The New PE Ratio: Price to Ego

I’ve been in the markets a decade and a half and I don’t know what the fuck kind of Wild West dick-measuring contest this thing has turned into…

David Einhorn’s latest 13D filing shows that he loaded up on shares of Apple – raising his stake by 50% –  just before bringing a lawsuit demanding some kind of convoluted preferred dividend scheme.
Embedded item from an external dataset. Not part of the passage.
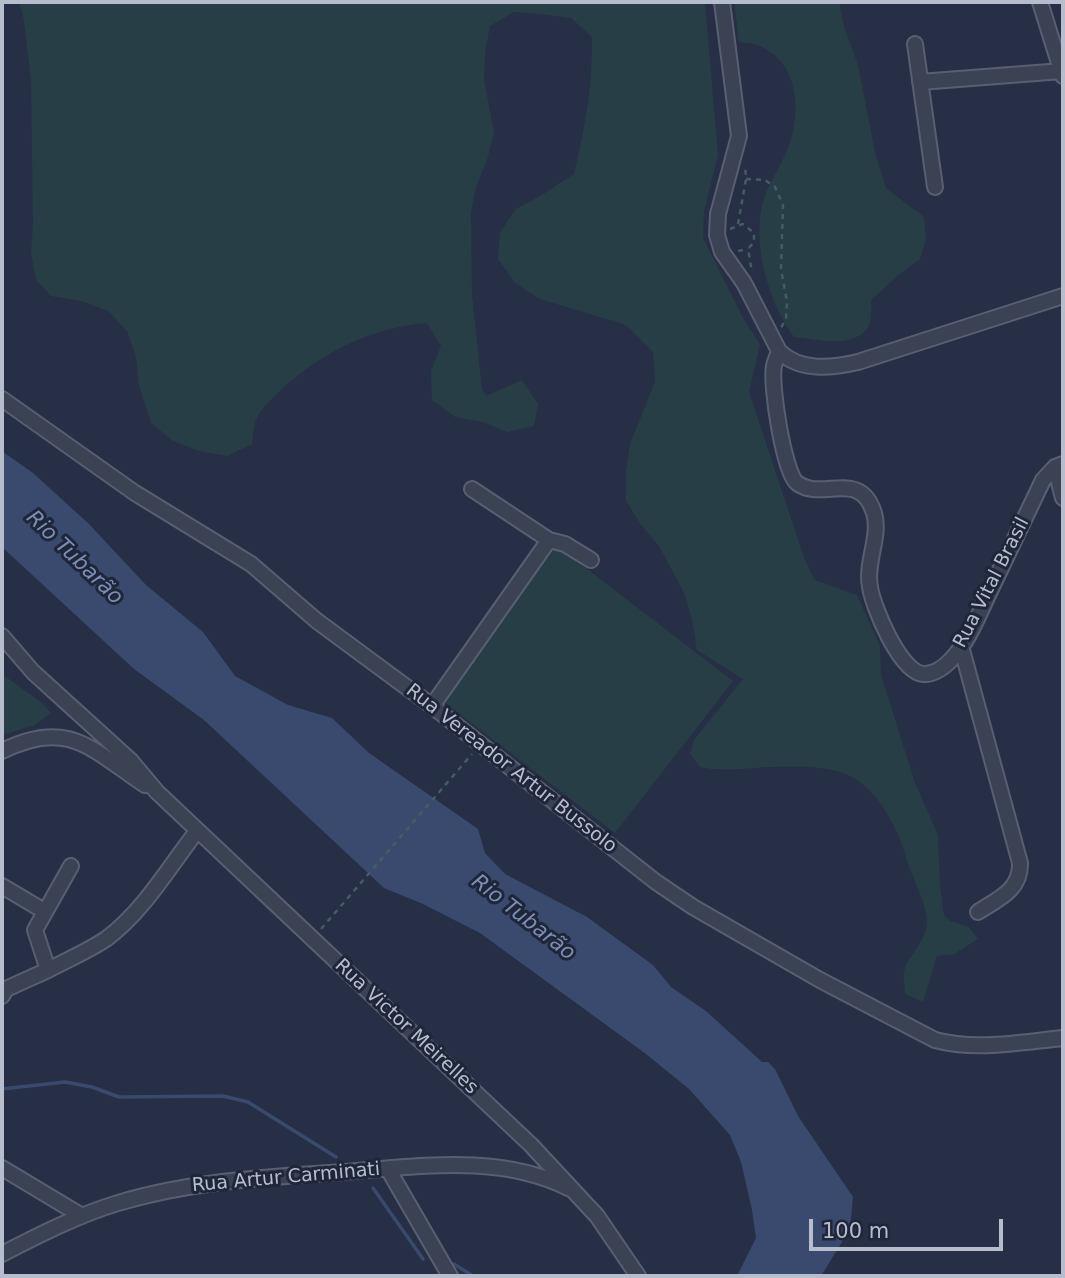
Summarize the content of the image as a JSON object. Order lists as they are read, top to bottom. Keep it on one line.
{"streets":{"street":["Rua Vital Brasil","Rua Vereador Artur Bussolo","Rua Victor Meirelles","Rua Artur Carminati"]},"crossings":[["Rua Victor Meirelles","Rua Artur Carminati"]],"water":["Rio Tubarão"],"scale_bar":"100 m"}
I must have had the abridged version of Graham and Dodd because I can’t remember the chapter in ‘Security Analysis’ that teaches Lawyer Selection in value investing.

In the Price to Ego market, with deep enough pockets your trade can never be wrong, you just need the courts to prove it.

And with the amended 13D filed last night, we now know that Carl Icahn is officially out to destroy Bill Ackman’s career and sink his Pershing Square fund. Icahn is now a 13% stakeholder in Herbalife – a stock which Pershing Square has turned into the World’s Fair of Short Positions. The old lion’s got a host of quasi-related entities lined up to take a parasitic pyramid scheme private, at god knows what price, just to rip the overconfident short-seller’s throat out. Ackman told CNBC this morning that he’s basically unfazed by the potential squeeze Carl has put on him and, oh, by the way, (yawn), what’s for breakfast?  Only mighty Zeus, explaining away his ongoing paternity of human children with earth-bound maidens under Hera’s glare, could possibly be quite this blasé.

In the meantime, JC Penney, Ackman’s other big tentpole position, may now be traded as a proxy for Pershing’s solvency.

If you think any of this shit is trading based on fundamentals or technicals, you’re basically like a clown in the zoo.

The 2013 Wall Street maxim is: Buy on the lawsuit, sell on the CNBC appearance.

Price to Ego is a very difficult metric with which to invest.